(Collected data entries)
_ _ _ _ _

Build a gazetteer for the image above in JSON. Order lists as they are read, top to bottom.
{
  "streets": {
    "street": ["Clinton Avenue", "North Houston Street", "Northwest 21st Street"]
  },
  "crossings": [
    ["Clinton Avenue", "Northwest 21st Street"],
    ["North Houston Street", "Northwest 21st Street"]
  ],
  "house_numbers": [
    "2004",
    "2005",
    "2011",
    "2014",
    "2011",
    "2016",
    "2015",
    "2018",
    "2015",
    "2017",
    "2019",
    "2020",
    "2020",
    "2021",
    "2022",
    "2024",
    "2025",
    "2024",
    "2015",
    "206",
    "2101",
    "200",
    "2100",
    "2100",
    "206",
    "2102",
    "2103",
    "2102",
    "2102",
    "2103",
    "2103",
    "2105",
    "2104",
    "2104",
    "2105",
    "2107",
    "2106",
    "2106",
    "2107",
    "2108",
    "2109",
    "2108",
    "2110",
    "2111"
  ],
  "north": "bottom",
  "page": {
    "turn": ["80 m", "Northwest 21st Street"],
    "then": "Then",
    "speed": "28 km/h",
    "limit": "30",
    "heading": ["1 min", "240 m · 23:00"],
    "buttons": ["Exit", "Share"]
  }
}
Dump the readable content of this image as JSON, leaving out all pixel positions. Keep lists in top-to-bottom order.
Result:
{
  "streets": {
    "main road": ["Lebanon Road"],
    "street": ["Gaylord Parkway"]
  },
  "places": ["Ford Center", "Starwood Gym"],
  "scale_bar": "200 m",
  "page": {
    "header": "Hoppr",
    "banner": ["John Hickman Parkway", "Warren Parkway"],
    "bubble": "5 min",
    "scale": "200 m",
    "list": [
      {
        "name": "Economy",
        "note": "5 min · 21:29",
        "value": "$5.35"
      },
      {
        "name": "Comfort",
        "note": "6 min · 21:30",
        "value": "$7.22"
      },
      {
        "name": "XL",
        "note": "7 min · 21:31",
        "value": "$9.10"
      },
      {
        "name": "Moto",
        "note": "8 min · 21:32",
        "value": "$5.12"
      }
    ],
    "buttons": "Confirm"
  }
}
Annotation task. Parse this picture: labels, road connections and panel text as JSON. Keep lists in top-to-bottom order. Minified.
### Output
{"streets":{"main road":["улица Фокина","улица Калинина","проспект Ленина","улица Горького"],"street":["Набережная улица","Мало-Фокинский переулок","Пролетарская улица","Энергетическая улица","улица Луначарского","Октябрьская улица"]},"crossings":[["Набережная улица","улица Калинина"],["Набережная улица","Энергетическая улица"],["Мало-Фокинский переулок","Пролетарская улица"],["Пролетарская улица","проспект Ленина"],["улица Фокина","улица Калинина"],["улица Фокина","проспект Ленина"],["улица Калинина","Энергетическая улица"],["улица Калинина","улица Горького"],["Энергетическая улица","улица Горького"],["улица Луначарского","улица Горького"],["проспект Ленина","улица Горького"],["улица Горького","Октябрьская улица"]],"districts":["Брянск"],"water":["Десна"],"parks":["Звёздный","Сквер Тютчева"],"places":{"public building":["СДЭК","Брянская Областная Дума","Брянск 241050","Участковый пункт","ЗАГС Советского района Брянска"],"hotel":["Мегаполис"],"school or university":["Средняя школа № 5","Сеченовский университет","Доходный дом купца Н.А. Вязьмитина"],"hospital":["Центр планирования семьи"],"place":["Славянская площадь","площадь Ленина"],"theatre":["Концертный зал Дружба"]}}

_ _ _ _ _

Retype the data in full and match it exactly.

Build a gazetteer for the image above in JSON. Order lists as they are read, top to bottom.
{
  "streets": {
    "street": ["Clinton Avenue", "North Houston Street", "Northwest 21st Street"]
  },
  "crossings": [
    ["Clinton Avenue", "Northwest 21st Street"],
    ["North Houston Street", "Northwest 21st Street"]
  ],
  "house_numbers": [
    "2004",
    "2005",
    "2011",
    "2014",
    "2011",
    "2016",
    "2015",
    "2018",
    "2015",
    "2017",
    "2019",
    "2020",
    "2020",
    "2021",
    "2022",
    "2024",
    "2025",
    "2024",
    "2015",
    "206",
    "2101",
    "200",
    "2100",
    "2100",
    "206",
    "2102",
    "2103",
    "2102",
    "2102",
    "2103",
    "2103",
    "2105",
    "2104",
    "2104",
    "2105",
    "2107",
    "2106",
    "2106",
    "2107",
    "2108",
    "2109",
    "2108",
    "2110",
    "2111"
  ],
  "north": "bottom",
  "page": {
    "turn": ["80 m", "Northwest 21st Street"],
    "then": "Then",
    "speed": "28 km/h",
    "limit": "30",
    "heading": ["1 min", "240 m · 23:00"],
    "buttons": ["Exit", "Share"]
  }
}
Dump the readable content of this image as JSON, leaving out all pixel positions. Keep lists in top-to-bottom order.
Result:
{
  "streets": {
    "main road": ["Lebanon Road"],
    "street": ["Gaylord Parkway"]
  },
  "places": ["Ford Center", "Starwood Gym"],
  "scale_bar": "200 m",
  "page": {
    "header": "Hoppr",
    "banner": ["John Hickman Parkway", "Warren Parkway"],
    "bubble": "5 min",
    "scale": "200 m",
    "list": [
      {
        "name": "Economy",
        "note": "5 min · 21:29",
        "value": "$5.35"
      },
      {
        "name": "Comfort",
        "note": "6 min · 21:30",
        "value": "$7.22"
      },
      {
        "name": "XL",
        "note": "7 min · 21:31",
        "value": "$9.10"
      },
      {
        "name": "Moto",
        "note": "8 min · 21:32",
        "value": "$5.12"
      }
    ],
    "buttons": "Confirm"
  }
}
Annotation task. Parse this picture: labels, road connections and panel text as JSON. Keep lists in top-to-bottom order. Minified.
### Output
{"streets":{"main road":["улица Фокина","улица Калинина","проспект Ленина","улица Горького"],"street":["Набережная улица","Мало-Фокинский переулок","Пролетарская улица","Энергетическая улица","улица Луначарского","Октябрьская улица"]},"crossings":[["Набережная улица","улица Калинина"],["Набережная улица","Энергетическая улица"],["Мало-Фокинский переулок","Пролетарская улица"],["Пролетарская улица","проспект Ленина"],["улица Фокина","улица Калинина"],["улица Фокина","проспект Ленина"],["улица Калинина","Энергетическая улица"],["улица Калинина","улица Горького"],["Энергетическая улица","улица Горького"],["улица Луначарского","улица Горького"],["проспект Ленина","улица Горького"],["улица Горького","Октябрьская улица"]],"districts":["Брянск"],"water":["Десна"],"parks":["Звёздный","Сквер Тютчева"],"places":{"public building":["СДЭК","Брянская Областная Дума","Брянск 241050","Участковый пункт","ЗАГС Советского района Брянска"],"hotel":["Мегаполис"],"school or university":["Средняя школа № 5","Сеченовский университет","Доходный дом купца Н.А. Вязьмитина"],"hospital":["Центр планирования семьи"],"place":["Славянская площадь","площадь Ленина"],"theatre":["Концертный зал Дружба"]}}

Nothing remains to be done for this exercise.